In order for change agents’ views of leadership to be congruent with the new way of thinking, they must expand their perspectives. They must not only value individual performance, but also team performance. They must search for purpose, value and ethics in their lives, including their personal lives. They must allow themselves to make informed decisions by taking into consideration their intuition or “gut feelings.” Today’s leaders must not only develop themselves from the outside; they must seek to recognize their internal wisdom and values and peel away the layers to get to the essence of who they really are.
Leaders who guide organizational change, and those who guide these leaders as well, must explore and expand their roles beyond those of planners, organizers, staffers, directors and controllers to more sophisticated functions:
Below are some insights into these more complex “expanded” roles adapted from Peter Koestenbaum, who developed the paradoxical Leadership Diamond model:
The Visionary clearly sees the big picture; the entire landscape. Rather than viewing life from the ground like a mouse (nose to the grindstone), the Visionary soars like an eagle who sees the landscape with sharp eyes and how the parts of the whole interrelate.
The Server pays attention to what touches the heart and what has meaning in peoples' lives. The Server reaches out to people through empathetic acts of service to others, including himself or herself. The Server understands the meaning of dignity and respect — you affect them and they affect you.

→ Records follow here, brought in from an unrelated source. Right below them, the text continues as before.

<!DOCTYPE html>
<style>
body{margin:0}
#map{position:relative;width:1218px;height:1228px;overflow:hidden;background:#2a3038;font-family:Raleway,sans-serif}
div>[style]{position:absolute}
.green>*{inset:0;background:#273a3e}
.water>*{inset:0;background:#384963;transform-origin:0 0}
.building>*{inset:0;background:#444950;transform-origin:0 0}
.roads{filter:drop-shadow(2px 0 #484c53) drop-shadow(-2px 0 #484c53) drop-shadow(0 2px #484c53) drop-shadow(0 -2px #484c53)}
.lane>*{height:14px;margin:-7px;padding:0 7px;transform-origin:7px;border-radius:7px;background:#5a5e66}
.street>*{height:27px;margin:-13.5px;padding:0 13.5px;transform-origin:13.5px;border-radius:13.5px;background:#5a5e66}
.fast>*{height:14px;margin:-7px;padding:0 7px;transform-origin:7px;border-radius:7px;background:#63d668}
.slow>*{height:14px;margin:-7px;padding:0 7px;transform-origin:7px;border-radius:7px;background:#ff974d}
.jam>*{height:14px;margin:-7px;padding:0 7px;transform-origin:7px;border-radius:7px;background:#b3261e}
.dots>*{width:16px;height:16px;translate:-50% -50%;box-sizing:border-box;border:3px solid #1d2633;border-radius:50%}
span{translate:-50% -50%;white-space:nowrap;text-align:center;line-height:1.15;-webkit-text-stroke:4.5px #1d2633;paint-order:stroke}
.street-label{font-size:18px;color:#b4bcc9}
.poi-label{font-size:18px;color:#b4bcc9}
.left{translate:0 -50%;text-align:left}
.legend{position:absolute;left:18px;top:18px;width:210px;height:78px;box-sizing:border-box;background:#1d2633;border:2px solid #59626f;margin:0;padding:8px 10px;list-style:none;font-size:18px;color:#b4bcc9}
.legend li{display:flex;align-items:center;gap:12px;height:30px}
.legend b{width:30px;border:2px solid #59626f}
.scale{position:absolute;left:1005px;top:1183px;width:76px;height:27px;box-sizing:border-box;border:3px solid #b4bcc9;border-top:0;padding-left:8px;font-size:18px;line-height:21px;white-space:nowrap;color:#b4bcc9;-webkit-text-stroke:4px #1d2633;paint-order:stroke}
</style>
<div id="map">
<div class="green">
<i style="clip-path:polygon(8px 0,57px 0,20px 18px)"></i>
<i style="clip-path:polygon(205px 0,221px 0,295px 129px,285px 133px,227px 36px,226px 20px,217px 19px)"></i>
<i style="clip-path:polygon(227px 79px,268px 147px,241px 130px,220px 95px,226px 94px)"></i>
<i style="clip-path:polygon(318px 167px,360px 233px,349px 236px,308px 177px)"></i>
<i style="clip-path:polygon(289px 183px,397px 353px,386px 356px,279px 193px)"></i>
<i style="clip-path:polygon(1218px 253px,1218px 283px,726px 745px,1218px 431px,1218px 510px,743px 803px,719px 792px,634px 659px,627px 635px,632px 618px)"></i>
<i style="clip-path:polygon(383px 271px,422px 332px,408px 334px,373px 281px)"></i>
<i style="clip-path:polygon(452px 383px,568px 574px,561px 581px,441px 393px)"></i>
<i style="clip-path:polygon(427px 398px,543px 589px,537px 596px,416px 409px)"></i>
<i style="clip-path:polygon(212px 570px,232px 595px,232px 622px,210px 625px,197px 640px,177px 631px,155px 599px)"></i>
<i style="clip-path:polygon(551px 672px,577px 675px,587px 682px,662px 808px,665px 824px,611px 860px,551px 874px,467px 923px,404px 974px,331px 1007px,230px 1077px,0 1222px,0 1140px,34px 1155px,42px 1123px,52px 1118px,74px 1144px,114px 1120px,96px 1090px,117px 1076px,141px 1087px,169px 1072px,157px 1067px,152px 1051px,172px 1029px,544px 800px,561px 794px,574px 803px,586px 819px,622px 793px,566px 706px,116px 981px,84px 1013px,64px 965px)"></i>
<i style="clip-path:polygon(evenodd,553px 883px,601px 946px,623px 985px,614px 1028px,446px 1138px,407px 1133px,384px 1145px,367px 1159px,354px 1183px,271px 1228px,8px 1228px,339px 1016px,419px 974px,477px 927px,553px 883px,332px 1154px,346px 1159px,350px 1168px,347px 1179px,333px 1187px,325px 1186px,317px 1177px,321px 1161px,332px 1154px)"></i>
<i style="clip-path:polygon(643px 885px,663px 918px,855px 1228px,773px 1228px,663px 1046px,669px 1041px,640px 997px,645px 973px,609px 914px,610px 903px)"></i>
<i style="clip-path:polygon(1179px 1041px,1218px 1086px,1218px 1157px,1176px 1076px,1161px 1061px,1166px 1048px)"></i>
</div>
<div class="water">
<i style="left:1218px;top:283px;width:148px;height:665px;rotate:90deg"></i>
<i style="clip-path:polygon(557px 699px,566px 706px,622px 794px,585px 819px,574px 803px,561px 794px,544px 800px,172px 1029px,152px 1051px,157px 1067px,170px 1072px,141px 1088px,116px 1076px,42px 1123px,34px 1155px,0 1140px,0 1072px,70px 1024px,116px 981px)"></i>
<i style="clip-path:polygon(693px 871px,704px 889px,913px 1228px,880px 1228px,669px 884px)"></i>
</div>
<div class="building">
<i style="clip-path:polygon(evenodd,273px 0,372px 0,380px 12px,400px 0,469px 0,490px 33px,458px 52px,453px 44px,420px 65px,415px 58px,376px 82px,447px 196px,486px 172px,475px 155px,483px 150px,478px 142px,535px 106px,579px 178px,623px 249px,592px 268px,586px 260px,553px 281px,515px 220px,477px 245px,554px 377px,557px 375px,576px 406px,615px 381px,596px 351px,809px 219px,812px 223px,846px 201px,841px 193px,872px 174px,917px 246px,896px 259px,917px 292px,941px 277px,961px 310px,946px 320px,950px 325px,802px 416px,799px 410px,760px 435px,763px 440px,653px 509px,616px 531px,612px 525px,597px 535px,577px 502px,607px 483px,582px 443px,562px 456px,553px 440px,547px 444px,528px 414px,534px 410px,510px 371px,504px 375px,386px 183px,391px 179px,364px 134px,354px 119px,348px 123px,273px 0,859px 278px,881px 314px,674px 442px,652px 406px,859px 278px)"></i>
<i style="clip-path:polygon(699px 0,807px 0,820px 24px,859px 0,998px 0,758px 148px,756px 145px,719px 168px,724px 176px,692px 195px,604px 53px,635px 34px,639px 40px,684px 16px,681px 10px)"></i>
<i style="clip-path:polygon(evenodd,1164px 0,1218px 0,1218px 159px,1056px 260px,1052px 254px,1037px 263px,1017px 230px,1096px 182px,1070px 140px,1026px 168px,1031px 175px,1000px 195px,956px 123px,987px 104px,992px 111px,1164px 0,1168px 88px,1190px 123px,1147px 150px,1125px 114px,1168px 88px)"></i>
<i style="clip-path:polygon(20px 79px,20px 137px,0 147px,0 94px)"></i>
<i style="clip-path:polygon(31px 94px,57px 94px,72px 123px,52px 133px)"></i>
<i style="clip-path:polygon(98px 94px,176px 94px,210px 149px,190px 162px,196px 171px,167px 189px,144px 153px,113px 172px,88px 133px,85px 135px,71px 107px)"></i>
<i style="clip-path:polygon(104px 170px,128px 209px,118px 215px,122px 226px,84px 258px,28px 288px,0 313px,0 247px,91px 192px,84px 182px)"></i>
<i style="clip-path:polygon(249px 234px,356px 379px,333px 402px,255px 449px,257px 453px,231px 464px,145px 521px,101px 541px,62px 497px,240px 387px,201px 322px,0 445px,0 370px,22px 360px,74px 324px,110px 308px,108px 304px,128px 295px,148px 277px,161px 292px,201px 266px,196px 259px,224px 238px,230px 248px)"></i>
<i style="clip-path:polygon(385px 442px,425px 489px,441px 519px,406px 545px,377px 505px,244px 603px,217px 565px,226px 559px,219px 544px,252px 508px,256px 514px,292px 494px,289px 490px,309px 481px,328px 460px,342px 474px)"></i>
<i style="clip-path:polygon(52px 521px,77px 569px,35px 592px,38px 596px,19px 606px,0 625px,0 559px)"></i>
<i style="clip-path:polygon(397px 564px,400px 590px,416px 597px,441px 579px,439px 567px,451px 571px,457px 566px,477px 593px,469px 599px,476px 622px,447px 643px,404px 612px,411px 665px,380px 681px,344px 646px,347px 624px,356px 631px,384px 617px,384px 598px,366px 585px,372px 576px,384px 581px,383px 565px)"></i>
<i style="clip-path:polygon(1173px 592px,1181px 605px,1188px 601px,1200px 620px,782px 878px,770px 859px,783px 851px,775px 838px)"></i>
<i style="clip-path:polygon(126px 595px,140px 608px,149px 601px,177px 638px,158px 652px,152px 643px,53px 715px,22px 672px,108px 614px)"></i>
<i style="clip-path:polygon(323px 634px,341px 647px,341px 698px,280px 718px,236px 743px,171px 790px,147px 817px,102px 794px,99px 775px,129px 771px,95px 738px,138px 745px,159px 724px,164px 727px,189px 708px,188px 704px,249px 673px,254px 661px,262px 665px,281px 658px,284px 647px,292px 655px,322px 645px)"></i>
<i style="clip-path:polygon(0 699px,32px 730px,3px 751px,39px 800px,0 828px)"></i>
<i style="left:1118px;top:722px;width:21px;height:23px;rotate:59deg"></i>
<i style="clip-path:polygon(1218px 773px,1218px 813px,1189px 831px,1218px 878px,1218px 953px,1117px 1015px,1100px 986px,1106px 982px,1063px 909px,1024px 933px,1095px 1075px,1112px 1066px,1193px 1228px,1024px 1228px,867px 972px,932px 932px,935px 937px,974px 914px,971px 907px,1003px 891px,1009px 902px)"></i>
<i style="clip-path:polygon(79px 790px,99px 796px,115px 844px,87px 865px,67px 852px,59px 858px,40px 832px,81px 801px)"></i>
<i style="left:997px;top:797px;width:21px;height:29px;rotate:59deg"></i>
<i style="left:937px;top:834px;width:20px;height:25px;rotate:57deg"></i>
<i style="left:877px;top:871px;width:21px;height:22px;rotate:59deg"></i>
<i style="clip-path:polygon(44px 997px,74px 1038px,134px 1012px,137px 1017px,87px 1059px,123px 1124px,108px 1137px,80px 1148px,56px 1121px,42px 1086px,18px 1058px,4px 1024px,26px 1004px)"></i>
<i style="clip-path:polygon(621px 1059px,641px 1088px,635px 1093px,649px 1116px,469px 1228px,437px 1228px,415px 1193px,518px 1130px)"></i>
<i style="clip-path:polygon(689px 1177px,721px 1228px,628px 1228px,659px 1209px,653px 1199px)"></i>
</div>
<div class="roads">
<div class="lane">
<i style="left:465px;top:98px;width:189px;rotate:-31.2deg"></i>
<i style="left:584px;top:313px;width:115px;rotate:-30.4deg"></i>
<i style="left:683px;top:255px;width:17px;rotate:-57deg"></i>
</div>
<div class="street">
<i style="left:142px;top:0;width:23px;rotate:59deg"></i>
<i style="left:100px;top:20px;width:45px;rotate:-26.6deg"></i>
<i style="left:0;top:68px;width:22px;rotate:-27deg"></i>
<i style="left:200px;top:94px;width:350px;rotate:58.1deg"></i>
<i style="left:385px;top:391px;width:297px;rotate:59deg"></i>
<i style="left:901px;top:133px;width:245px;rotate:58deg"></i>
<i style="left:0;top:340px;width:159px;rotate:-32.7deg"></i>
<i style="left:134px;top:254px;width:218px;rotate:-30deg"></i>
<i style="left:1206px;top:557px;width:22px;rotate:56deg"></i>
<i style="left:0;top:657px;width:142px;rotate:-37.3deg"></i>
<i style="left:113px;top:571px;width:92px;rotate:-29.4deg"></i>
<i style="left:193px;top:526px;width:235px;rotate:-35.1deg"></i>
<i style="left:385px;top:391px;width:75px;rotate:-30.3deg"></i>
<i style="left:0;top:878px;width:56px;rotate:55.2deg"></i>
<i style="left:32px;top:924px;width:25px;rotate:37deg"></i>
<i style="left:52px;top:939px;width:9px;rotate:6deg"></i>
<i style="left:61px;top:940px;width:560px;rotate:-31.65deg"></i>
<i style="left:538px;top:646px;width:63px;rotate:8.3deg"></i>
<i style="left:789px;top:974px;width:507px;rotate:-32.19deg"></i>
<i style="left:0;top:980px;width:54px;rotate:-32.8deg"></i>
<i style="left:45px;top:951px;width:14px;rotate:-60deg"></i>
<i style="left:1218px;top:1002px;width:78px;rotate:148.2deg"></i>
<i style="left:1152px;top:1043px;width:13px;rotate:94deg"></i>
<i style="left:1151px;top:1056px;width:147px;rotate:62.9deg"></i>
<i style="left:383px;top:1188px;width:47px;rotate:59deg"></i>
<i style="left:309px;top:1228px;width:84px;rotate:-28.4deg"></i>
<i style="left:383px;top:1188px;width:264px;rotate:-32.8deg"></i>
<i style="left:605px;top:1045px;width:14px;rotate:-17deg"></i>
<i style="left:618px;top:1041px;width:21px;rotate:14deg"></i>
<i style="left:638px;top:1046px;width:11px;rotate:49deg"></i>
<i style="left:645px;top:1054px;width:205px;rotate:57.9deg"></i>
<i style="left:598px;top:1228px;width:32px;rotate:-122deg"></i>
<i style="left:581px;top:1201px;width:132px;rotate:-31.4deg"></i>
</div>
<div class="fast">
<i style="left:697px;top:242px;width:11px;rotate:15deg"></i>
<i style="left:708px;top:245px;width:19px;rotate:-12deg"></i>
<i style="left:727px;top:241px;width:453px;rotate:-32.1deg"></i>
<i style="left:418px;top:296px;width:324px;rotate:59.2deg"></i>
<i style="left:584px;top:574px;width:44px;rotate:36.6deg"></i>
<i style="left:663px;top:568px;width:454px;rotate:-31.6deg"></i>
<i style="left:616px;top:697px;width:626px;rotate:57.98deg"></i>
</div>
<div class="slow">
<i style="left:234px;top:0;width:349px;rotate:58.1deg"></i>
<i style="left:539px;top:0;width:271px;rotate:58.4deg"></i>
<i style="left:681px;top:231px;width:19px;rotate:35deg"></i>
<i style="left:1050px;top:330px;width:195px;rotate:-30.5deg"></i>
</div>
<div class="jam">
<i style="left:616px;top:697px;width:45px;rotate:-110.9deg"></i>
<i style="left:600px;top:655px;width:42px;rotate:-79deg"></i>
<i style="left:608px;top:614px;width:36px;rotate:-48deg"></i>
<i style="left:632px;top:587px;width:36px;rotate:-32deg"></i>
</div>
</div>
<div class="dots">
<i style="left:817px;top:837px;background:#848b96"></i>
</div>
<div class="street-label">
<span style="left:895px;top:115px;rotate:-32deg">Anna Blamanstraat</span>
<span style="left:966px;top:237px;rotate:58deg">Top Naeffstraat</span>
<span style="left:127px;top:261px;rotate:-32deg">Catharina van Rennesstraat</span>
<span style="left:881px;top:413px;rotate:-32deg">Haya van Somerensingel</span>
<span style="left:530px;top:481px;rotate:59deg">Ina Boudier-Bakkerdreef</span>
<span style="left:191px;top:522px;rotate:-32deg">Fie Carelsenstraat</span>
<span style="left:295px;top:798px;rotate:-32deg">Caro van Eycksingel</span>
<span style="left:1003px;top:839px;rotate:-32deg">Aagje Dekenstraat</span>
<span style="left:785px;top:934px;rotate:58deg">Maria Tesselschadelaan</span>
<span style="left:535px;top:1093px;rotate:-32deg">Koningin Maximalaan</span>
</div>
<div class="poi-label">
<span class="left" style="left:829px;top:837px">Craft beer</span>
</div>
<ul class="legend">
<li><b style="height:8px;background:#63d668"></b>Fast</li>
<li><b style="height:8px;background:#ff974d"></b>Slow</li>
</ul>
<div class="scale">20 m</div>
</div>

The Warrior is action-oriented, but not in a controlling way. Rather, the Warrior has the courage to act in service to others. Courage means taking initiative, being a self-starter, alert and choiceful. The Warrior is like a tree that is firmly rooted in its vision and values, yet is able to bend and be flexible in how it takes action to enact its vision.
The Merchant deals with reality, focusing on facts, data and numbers, avoiding temptations of wishful thinking and sentimentality that is not consistent with one's vision and values. The mmerchant is aware of the acceleration of change and makes decisions about how to expend resources in the context of reality mindful of the vision values.
In my experience working with organizational leaders and coach practitioners, I know that all four of the new leadership roles are already present in each one of us. But, in the process of evaluating and adapting our leadership skills, we must ask ourselves, “How much do we access these roles and how congruent are we when enacting these roles?”
Are our actions consistent with our vision? Are we serving those who are important to our vision and necessary to implementing the organizational change we intend to manifest?